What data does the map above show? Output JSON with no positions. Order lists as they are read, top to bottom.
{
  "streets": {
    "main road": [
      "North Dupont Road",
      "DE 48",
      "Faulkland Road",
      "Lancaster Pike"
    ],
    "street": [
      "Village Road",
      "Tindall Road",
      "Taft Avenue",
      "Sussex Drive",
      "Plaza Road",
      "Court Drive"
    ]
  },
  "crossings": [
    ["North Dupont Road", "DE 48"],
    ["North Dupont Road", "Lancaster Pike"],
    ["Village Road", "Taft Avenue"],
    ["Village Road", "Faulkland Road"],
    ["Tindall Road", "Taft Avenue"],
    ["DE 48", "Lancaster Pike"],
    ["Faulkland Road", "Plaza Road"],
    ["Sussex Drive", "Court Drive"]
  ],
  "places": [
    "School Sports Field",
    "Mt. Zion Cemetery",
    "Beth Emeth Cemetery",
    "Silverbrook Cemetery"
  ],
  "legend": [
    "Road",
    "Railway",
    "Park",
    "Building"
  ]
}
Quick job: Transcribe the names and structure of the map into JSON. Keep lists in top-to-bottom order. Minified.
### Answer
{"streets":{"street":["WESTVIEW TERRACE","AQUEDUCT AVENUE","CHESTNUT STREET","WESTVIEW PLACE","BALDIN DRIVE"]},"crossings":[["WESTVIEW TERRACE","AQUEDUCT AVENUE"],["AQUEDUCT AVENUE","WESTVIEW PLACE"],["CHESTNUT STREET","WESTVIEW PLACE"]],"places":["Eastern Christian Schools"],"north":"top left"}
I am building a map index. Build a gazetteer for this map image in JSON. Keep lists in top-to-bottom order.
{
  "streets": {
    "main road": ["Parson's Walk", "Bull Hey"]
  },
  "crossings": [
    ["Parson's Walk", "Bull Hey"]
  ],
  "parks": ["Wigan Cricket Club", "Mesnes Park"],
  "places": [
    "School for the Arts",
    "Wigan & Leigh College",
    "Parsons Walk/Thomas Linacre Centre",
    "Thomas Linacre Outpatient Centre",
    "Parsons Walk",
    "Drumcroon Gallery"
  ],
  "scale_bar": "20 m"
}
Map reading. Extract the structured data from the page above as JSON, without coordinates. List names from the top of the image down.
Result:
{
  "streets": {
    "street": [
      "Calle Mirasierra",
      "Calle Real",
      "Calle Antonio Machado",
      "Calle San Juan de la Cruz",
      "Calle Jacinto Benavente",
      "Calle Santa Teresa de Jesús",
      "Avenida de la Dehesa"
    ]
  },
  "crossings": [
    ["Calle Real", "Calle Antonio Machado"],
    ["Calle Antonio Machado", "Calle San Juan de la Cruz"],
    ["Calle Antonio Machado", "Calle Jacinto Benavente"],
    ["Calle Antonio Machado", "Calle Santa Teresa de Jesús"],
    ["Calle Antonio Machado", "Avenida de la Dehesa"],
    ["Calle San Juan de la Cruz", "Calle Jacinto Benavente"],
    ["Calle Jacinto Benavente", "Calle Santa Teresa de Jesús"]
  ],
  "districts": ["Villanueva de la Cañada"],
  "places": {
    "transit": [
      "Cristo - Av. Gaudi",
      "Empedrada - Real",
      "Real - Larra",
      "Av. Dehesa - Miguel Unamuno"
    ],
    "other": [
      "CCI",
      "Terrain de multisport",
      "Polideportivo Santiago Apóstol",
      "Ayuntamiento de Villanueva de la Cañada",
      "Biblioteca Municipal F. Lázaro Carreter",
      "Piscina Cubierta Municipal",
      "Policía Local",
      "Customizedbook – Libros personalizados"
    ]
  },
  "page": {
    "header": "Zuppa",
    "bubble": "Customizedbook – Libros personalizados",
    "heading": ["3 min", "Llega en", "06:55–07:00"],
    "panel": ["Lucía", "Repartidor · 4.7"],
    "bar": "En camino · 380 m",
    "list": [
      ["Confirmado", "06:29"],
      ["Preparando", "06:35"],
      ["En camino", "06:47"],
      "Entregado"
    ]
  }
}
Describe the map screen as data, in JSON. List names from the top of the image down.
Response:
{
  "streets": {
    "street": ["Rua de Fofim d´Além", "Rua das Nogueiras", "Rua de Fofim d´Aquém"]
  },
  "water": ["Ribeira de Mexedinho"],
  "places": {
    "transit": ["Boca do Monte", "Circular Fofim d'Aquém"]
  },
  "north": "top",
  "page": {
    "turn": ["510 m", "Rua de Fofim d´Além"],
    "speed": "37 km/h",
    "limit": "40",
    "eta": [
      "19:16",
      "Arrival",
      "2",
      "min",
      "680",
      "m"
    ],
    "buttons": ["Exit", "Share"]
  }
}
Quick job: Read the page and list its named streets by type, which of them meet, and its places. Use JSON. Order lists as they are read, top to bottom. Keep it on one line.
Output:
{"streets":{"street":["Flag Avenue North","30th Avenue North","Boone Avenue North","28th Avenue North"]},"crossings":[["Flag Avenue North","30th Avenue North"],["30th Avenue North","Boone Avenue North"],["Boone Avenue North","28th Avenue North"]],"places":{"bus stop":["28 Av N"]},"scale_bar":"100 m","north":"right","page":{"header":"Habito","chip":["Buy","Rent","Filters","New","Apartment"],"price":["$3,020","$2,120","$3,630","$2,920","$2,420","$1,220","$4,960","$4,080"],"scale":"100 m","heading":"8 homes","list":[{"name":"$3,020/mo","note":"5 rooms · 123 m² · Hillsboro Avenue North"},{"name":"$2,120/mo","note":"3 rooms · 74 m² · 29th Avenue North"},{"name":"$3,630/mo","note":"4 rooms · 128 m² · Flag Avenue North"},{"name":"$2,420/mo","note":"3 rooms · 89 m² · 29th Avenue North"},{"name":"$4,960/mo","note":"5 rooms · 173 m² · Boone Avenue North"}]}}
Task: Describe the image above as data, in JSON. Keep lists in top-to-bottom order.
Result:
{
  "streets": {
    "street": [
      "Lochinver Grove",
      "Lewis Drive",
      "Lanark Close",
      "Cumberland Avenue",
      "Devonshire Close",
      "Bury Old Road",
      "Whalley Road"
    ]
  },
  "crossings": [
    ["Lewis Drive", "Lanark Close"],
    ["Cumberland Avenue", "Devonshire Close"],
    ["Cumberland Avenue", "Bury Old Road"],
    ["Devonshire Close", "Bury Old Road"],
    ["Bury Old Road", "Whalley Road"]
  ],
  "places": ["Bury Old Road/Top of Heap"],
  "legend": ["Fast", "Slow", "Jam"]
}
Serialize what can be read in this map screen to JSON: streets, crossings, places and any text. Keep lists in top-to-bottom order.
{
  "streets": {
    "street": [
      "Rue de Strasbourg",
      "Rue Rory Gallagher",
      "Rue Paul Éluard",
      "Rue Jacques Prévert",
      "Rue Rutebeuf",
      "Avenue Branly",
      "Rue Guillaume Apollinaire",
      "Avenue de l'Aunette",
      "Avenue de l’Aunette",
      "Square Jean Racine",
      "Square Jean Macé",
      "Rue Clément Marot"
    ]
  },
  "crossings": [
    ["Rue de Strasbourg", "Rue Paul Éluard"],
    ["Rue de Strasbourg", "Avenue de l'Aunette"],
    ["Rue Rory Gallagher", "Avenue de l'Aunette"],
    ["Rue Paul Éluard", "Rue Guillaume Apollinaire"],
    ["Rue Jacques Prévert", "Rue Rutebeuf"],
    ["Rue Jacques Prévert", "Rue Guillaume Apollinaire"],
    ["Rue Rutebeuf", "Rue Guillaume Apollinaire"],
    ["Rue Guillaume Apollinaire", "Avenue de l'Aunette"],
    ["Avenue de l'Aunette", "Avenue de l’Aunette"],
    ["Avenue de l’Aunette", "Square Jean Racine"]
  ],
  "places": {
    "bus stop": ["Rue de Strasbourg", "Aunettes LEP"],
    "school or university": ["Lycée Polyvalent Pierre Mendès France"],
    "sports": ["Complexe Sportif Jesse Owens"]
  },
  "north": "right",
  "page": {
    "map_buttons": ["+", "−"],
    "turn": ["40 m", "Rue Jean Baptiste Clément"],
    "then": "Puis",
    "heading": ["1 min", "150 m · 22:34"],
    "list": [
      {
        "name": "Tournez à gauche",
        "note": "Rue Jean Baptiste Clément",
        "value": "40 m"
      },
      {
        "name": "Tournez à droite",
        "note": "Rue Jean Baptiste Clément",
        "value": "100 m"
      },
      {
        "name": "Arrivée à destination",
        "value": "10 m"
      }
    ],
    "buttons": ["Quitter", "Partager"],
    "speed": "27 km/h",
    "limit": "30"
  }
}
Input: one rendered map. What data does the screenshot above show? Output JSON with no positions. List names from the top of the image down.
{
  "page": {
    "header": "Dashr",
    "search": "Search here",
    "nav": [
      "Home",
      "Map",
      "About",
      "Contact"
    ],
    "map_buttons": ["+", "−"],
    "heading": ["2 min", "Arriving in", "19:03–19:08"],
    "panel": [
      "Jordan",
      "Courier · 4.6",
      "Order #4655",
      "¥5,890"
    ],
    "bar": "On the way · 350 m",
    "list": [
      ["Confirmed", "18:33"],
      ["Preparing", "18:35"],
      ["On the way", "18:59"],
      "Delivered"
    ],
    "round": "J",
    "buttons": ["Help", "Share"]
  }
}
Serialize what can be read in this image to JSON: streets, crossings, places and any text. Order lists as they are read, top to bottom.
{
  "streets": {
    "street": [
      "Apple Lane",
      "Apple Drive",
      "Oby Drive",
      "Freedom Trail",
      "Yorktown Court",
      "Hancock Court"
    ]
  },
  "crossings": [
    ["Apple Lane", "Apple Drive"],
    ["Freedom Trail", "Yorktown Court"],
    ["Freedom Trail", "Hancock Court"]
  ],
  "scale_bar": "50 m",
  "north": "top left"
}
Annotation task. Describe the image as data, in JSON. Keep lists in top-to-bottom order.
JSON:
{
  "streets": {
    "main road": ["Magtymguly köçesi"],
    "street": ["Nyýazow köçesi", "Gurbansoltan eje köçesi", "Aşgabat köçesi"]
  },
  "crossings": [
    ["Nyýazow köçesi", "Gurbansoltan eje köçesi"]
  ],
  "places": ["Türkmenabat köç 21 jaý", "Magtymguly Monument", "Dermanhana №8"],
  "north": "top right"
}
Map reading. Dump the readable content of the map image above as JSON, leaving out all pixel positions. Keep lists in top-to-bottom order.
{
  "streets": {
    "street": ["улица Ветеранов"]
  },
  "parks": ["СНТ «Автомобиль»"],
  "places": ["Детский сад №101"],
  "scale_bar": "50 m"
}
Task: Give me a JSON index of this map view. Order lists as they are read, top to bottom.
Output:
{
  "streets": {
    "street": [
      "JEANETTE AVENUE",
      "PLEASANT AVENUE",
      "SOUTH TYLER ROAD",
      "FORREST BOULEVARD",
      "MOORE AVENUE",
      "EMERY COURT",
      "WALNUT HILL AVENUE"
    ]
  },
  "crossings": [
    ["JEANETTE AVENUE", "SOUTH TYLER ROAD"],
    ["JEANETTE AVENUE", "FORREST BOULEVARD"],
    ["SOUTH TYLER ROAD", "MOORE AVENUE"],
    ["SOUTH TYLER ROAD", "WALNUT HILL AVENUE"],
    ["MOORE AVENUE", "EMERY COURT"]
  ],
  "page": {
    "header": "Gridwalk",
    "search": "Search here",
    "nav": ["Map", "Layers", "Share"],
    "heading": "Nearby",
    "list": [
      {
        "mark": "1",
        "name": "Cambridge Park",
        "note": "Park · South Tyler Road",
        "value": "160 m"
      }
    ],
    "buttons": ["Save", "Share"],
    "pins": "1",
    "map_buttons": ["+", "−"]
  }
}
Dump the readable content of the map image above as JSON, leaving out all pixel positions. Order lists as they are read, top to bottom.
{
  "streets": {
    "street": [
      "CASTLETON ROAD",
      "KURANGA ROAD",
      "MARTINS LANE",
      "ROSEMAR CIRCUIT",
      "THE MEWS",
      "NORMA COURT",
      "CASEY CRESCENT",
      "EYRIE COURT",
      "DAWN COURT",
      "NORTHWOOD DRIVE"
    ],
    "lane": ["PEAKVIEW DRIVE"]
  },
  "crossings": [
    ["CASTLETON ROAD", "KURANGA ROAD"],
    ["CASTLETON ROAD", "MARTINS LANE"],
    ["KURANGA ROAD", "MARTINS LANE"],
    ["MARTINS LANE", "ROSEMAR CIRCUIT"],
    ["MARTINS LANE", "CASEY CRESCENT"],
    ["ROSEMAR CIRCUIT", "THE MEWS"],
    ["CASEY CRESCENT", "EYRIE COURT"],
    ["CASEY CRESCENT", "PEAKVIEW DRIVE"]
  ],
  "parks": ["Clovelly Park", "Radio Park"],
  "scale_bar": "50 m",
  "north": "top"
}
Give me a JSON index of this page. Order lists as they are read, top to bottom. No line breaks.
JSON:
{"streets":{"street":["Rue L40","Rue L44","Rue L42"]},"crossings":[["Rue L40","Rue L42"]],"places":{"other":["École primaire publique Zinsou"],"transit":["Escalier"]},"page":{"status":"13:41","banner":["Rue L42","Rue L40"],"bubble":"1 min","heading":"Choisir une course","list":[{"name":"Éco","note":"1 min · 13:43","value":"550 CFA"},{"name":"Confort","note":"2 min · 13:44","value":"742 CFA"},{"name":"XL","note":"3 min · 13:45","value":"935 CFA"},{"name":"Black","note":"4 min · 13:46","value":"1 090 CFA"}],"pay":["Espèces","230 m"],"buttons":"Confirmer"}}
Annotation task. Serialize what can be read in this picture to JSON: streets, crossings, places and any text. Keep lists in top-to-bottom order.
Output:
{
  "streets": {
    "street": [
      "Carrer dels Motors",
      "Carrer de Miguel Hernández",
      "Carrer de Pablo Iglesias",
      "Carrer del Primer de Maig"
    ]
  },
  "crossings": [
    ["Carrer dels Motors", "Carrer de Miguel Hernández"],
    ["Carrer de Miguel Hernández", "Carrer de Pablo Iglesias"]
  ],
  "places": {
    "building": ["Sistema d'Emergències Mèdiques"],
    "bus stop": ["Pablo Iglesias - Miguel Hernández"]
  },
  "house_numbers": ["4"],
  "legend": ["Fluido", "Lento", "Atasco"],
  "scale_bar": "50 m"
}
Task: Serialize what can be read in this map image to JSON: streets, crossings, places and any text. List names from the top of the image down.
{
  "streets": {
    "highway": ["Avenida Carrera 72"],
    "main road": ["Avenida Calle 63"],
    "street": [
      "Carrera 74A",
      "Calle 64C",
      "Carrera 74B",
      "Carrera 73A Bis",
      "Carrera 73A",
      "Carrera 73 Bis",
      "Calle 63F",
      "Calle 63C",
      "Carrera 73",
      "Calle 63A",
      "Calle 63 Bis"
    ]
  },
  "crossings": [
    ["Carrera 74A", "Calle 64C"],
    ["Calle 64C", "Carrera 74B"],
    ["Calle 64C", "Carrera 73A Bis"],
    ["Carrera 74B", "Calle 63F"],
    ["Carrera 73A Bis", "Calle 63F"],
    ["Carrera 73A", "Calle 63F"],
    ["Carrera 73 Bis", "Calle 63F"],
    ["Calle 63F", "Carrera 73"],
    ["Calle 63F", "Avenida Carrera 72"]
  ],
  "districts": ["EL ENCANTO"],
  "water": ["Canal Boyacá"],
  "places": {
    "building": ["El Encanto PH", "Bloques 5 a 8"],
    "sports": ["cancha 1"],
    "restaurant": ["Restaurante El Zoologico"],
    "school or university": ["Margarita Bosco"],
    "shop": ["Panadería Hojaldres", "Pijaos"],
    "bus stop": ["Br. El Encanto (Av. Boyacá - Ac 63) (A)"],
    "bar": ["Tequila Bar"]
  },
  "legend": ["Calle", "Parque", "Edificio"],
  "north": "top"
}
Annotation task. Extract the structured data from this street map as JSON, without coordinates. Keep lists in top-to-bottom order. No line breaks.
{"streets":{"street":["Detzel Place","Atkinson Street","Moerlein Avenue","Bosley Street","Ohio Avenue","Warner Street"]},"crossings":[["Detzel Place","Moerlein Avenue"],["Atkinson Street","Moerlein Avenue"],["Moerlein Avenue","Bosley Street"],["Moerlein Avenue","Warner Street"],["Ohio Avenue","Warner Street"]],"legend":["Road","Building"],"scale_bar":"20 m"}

━━━━

WHAT IS BEING ASKED:
Find and copy each line above holding "Quick".

ANSWER AREA:
Quick job: Transcribe the names and structure of the map into JSON. Keep lists in top-to-bottom order. Minified.
Quick job: Read the page and list its named streets by type, which of them meet, and its places. Use JSON. Order lists as they are read, top to bottom. Keep it on one line.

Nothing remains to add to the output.